** Opening RECORD SET block **

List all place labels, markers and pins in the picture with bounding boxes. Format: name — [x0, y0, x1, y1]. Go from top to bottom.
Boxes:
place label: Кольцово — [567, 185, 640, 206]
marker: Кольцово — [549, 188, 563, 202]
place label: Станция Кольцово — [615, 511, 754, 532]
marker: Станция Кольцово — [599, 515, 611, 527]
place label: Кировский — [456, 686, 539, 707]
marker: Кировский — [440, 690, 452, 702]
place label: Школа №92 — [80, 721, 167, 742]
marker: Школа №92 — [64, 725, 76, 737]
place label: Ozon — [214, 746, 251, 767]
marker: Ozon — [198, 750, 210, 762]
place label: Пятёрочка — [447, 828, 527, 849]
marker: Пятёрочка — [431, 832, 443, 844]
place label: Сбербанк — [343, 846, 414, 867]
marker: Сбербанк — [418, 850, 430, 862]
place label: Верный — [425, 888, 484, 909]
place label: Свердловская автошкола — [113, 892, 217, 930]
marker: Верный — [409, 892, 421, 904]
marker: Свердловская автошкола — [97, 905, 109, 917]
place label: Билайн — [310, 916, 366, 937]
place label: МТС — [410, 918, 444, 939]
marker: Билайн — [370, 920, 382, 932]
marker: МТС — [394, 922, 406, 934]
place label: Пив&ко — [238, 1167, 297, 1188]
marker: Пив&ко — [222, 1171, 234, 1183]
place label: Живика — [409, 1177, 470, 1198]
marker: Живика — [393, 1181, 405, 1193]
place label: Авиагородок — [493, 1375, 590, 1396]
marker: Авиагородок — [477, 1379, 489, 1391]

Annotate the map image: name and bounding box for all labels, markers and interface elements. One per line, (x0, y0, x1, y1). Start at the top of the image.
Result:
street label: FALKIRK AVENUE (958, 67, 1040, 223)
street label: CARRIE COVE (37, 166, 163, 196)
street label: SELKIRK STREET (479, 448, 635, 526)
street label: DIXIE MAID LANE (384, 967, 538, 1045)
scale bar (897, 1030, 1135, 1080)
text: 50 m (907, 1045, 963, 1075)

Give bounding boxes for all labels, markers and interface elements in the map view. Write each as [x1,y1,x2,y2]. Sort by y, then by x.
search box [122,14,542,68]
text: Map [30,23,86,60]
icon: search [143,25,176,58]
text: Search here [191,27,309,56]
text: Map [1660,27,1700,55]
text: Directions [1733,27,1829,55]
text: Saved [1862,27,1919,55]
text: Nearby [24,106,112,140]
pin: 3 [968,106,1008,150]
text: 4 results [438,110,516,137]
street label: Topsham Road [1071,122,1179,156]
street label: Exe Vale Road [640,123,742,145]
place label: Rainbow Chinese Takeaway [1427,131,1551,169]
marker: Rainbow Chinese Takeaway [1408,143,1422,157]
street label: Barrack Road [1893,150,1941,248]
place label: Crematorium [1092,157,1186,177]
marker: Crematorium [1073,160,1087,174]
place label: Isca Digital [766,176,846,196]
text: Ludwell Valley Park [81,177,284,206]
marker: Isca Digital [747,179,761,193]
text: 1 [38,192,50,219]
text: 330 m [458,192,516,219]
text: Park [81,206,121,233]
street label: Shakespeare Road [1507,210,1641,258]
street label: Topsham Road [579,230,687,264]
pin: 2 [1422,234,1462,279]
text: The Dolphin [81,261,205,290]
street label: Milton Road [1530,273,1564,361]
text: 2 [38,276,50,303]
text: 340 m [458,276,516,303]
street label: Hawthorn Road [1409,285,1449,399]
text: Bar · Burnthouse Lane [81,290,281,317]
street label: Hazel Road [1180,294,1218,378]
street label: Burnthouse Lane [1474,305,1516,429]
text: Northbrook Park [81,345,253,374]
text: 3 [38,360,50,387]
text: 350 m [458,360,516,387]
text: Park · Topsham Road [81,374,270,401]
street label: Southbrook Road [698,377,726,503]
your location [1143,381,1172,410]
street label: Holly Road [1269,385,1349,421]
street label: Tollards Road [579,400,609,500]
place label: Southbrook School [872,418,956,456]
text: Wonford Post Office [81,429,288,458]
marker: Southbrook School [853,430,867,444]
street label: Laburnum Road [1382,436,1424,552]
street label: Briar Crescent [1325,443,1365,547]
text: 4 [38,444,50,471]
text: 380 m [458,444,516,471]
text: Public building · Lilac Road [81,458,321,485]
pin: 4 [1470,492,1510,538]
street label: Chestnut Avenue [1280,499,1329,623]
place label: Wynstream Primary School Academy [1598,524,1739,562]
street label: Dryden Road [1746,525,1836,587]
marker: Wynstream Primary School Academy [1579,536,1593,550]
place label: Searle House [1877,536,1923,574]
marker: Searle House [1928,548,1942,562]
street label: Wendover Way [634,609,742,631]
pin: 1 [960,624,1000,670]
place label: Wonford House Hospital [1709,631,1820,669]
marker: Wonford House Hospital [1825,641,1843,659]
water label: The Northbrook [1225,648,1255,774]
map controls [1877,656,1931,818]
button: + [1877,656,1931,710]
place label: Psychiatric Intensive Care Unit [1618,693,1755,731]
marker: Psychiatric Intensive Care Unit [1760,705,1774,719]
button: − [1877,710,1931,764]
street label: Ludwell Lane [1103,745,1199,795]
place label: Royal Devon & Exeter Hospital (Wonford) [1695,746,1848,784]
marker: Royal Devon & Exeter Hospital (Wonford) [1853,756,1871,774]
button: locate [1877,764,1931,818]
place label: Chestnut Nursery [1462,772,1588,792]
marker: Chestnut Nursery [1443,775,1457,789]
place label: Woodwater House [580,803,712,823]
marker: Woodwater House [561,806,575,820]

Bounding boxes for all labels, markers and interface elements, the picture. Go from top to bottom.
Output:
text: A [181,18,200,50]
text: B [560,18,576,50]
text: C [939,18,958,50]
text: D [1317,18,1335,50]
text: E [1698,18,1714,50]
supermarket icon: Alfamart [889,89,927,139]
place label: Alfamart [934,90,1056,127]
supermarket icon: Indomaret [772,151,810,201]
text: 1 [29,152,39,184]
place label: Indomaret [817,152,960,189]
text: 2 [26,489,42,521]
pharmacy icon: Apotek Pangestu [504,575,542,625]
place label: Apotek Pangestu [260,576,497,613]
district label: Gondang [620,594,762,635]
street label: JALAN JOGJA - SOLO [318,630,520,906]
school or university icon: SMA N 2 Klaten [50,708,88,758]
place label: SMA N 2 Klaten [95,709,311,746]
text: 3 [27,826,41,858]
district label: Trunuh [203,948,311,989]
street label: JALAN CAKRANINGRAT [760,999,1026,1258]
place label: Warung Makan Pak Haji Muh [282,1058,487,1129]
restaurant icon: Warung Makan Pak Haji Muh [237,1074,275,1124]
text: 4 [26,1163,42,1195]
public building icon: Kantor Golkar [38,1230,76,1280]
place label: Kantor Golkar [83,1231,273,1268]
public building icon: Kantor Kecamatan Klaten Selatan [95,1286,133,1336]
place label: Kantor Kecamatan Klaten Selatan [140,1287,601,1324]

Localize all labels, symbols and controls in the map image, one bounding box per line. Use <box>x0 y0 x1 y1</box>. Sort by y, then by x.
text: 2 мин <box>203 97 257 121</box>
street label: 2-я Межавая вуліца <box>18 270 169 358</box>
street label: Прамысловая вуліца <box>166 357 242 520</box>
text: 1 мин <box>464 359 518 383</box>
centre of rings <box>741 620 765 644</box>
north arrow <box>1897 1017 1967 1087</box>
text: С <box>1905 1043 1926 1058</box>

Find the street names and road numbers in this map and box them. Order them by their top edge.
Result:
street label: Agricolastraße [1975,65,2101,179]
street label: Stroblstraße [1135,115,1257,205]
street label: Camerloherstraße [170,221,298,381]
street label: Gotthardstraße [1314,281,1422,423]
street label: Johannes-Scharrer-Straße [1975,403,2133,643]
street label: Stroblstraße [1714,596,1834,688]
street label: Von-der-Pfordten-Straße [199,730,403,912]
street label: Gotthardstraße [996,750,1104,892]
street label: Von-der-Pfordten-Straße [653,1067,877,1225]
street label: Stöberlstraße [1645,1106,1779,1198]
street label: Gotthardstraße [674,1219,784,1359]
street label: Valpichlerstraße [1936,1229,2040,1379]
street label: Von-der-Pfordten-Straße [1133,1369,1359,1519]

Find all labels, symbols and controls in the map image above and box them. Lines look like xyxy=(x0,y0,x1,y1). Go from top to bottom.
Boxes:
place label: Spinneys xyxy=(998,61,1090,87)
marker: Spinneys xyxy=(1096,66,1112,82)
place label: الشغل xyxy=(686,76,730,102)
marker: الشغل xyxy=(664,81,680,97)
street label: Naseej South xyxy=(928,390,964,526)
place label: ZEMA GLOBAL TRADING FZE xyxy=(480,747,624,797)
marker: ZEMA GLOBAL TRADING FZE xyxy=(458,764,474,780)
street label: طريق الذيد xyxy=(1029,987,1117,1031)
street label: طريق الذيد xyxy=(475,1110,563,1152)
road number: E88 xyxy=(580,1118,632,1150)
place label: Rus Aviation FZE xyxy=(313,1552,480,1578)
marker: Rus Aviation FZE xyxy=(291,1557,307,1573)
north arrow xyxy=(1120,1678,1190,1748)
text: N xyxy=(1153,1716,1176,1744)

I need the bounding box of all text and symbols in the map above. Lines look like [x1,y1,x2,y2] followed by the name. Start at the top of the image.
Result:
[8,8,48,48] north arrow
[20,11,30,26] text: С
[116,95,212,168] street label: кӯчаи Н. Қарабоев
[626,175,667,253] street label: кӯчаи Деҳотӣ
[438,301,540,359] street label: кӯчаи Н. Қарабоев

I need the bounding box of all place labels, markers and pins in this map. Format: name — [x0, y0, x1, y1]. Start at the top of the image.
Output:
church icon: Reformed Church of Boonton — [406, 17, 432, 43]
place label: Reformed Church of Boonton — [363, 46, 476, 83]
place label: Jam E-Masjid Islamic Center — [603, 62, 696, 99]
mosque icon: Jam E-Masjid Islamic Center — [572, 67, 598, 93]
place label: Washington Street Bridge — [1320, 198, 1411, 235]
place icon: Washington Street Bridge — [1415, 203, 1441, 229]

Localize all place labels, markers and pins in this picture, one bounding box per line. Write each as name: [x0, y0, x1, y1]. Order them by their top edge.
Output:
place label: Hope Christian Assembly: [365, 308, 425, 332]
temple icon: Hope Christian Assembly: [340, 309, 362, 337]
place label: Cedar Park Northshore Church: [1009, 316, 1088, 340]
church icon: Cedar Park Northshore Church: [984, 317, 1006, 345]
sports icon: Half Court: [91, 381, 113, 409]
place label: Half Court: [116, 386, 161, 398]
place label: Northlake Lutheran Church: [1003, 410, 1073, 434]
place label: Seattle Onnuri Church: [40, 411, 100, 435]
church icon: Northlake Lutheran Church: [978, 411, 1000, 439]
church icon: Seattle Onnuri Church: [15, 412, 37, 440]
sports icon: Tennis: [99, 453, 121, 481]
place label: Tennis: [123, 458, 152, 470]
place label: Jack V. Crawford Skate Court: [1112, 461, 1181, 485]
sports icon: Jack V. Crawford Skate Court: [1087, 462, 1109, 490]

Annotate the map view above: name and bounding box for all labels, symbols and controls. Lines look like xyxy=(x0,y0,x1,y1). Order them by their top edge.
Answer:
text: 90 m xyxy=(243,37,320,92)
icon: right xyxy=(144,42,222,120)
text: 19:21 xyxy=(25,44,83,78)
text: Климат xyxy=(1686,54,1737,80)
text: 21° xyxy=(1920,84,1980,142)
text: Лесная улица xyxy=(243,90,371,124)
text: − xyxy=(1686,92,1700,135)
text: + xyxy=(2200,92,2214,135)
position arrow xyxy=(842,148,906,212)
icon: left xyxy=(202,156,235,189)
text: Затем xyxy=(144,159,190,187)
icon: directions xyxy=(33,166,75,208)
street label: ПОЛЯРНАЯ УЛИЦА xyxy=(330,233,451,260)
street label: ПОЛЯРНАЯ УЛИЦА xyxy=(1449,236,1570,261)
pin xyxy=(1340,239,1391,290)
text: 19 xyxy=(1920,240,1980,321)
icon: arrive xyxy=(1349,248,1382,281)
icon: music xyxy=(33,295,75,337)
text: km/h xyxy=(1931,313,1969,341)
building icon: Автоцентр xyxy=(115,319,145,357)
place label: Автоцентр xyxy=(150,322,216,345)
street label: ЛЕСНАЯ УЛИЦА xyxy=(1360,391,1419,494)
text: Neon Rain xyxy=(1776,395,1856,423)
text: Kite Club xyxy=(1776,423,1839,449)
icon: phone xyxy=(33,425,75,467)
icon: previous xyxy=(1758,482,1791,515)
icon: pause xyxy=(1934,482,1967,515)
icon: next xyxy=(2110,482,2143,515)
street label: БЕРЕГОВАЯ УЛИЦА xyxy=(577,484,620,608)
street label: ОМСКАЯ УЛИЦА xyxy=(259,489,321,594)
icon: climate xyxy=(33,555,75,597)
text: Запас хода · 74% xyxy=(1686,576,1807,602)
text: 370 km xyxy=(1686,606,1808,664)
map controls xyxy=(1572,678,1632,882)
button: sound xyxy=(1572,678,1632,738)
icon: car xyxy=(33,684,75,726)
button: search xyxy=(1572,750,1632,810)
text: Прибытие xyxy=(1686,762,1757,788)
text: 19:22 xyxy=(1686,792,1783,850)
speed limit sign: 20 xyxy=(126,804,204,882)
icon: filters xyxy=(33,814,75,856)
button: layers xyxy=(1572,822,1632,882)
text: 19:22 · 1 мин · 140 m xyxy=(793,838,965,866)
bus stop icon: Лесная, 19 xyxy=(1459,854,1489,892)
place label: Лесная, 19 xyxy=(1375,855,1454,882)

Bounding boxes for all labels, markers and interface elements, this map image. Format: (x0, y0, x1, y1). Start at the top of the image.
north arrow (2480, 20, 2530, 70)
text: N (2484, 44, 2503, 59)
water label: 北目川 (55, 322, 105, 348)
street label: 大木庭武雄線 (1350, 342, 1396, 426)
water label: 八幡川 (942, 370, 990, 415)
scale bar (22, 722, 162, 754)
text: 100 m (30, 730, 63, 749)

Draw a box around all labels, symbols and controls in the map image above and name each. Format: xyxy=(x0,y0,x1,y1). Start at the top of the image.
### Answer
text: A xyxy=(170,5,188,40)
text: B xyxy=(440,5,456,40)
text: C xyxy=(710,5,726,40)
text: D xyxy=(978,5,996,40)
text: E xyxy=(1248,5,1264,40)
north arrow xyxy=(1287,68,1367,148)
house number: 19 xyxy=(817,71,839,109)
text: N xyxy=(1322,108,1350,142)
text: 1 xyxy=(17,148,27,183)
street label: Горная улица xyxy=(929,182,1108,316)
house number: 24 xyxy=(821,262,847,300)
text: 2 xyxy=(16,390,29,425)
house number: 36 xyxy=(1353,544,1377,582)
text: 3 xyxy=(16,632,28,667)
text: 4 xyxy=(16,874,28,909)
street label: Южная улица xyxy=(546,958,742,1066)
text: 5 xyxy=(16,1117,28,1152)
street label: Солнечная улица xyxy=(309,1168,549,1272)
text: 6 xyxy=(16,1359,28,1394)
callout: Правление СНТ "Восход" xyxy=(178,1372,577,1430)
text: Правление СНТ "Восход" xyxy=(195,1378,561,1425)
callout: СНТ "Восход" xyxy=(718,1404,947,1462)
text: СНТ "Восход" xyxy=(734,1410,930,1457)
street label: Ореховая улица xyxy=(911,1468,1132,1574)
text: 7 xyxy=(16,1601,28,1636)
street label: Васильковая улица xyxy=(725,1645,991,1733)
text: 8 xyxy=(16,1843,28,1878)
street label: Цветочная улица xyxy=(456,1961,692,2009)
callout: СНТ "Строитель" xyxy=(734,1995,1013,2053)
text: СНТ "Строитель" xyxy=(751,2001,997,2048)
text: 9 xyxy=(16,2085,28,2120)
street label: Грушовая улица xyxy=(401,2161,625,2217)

** Closing RECORD SET block **

= EXERCISE DIRECTIONS =
Word for word, retype the lines from the one containing "Draw a box around" through the final line of the data, including both ends and nothing more.

= SOLUTION FOR THIS TASK =
Draw a box around all labels, symbols and controls in the map image above and name each. Format: xyxy=(x0,y0,x1,y1). Start at the top of the image.
### Answer
text: A xyxy=(170,5,188,40)
text: B xyxy=(440,5,456,40)
text: C xyxy=(710,5,726,40)
text: D xyxy=(978,5,996,40)
text: E xyxy=(1248,5,1264,40)
north arrow xyxy=(1287,68,1367,148)
house number: 19 xyxy=(817,71,839,109)
text: N xyxy=(1322,108,1350,142)
text: 1 xyxy=(17,148,27,183)
street label: Горная улица xyxy=(929,182,1108,316)
house number: 24 xyxy=(821,262,847,300)
text: 2 xyxy=(16,390,29,425)
house number: 36 xyxy=(1353,544,1377,582)
text: 3 xyxy=(16,632,28,667)
text: 4 xyxy=(16,874,28,909)
street label: Южная улица xyxy=(546,958,742,1066)
text: 5 xyxy=(16,1117,28,1152)
street label: Солнечная улица xyxy=(309,1168,549,1272)
text: 6 xyxy=(16,1359,28,1394)
callout: Правление СНТ "Восход" xyxy=(178,1372,577,1430)
text: Правление СНТ "Восход" xyxy=(195,1378,561,1425)
callout: СНТ "Восход" xyxy=(718,1404,947,1462)
text: СНТ "Восход" xyxy=(734,1410,930,1457)
street label: Ореховая улица xyxy=(911,1468,1132,1574)
text: 7 xyxy=(16,1601,28,1636)
street label: Васильковая улица xyxy=(725,1645,991,1733)
text: 8 xyxy=(16,1843,28,1878)
street label: Цветочная улица xyxy=(456,1961,692,2009)
callout: СНТ "Строитель" xyxy=(734,1995,1013,2053)
text: СНТ "Строитель" xyxy=(751,2001,997,2048)
text: 9 xyxy=(16,2085,28,2120)
street label: Грушовая улица xyxy=(401,2161,625,2217)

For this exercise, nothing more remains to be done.